About this exercise
Please return the data that follows precisely as written, but without the images.

Supplied records
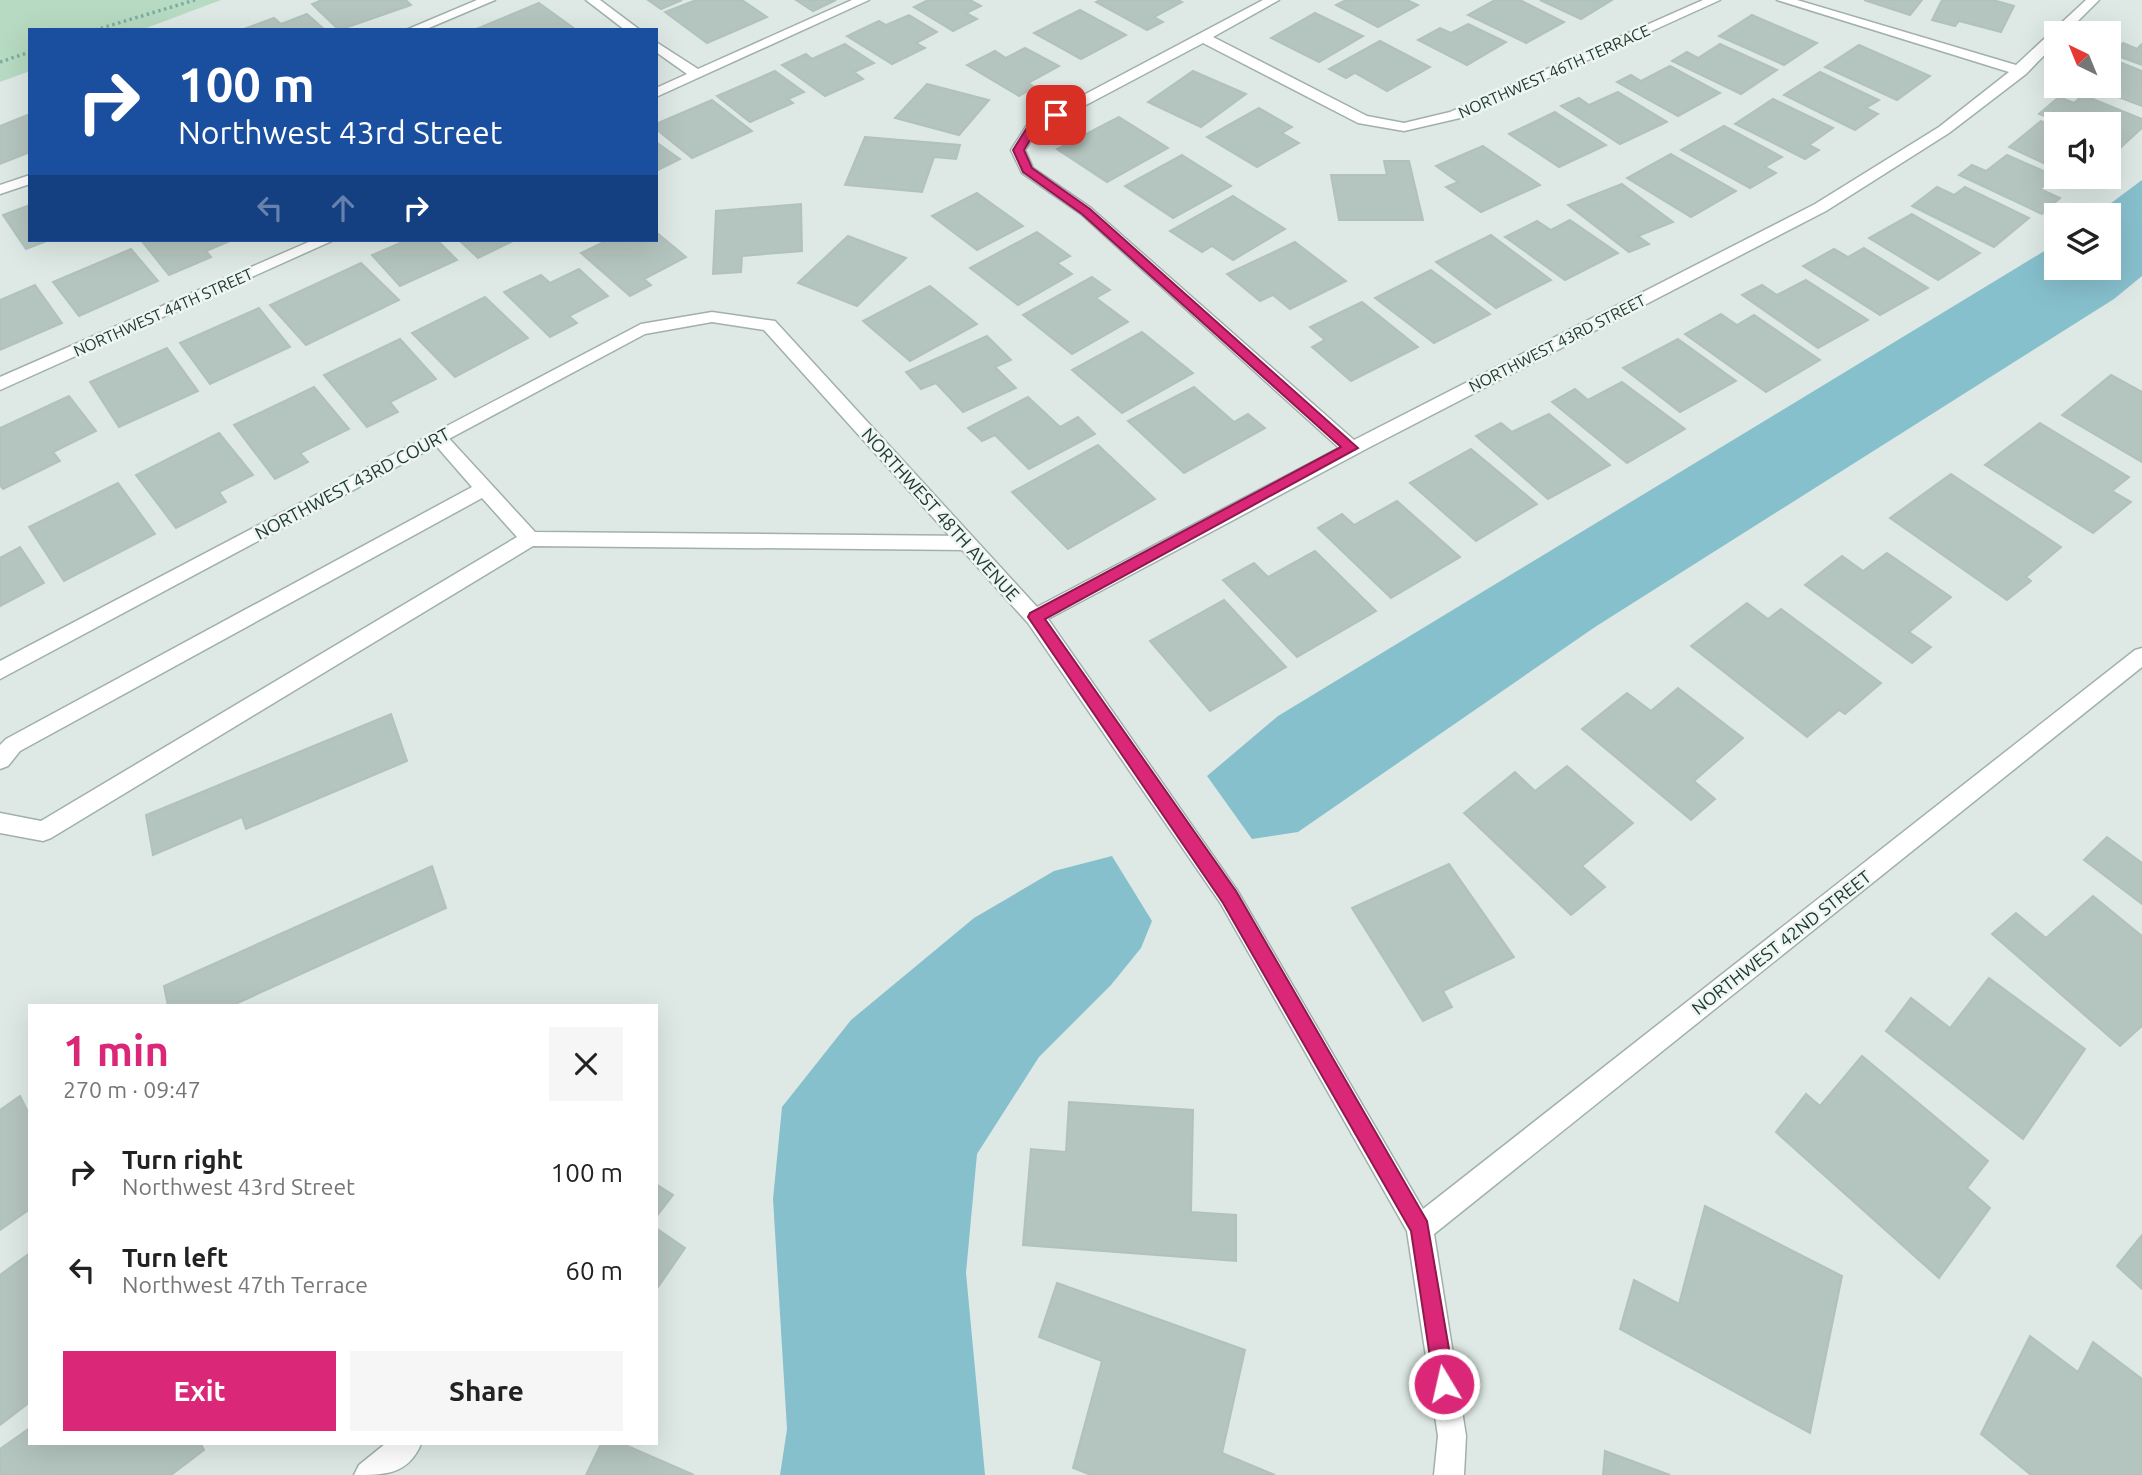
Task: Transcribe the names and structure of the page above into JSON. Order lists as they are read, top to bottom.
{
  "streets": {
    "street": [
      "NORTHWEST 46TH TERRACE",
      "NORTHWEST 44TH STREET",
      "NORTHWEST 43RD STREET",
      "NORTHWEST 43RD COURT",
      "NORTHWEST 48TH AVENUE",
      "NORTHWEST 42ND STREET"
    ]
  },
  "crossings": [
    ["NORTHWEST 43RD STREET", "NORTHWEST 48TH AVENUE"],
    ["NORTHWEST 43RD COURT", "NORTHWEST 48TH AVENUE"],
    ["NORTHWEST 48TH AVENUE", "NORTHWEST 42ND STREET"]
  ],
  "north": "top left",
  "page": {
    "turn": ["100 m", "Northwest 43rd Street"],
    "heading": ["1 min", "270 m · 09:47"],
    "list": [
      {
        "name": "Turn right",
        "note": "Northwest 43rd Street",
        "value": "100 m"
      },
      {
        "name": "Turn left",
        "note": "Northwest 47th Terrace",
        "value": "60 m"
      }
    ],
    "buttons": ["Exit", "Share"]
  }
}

Exercise answer
Task: Transcribe the names and structure of the page above into JSON. Order lists as they are read, top to bottom.
{
  "streets": {
    "street": [
      "NORTHWEST 46TH TERRACE",
      "NORTHWEST 44TH STREET",
      "NORTHWEST 43RD STREET",
      "NORTHWEST 43RD COURT",
      "NORTHWEST 48TH AVENUE",
      "NORTHWEST 42ND STREET"
    ]
  },
  "crossings": [
    ["NORTHWEST 43RD STREET", "NORTHWEST 48TH AVENUE"],
    ["NORTHWEST 43RD COURT", "NORTHWEST 48TH AVENUE"],
    ["NORTHWEST 48TH AVENUE", "NORTHWEST 42ND STREET"]
  ],
  "north": "top left",
  "page": {
    "turn": ["100 m", "Northwest 43rd Street"],
    "heading": ["1 min", "270 m · 09:47"],
    "list": [
      {
        "name": "Turn right",
        "note": "Northwest 43rd Street",
        "value": "100 m"
      },
      {
        "name": "Turn left",
        "note": "Northwest 47th Terrace",
        "value": "60 m"
      }
    ],
    "buttons": ["Exit", "Share"]
  }
}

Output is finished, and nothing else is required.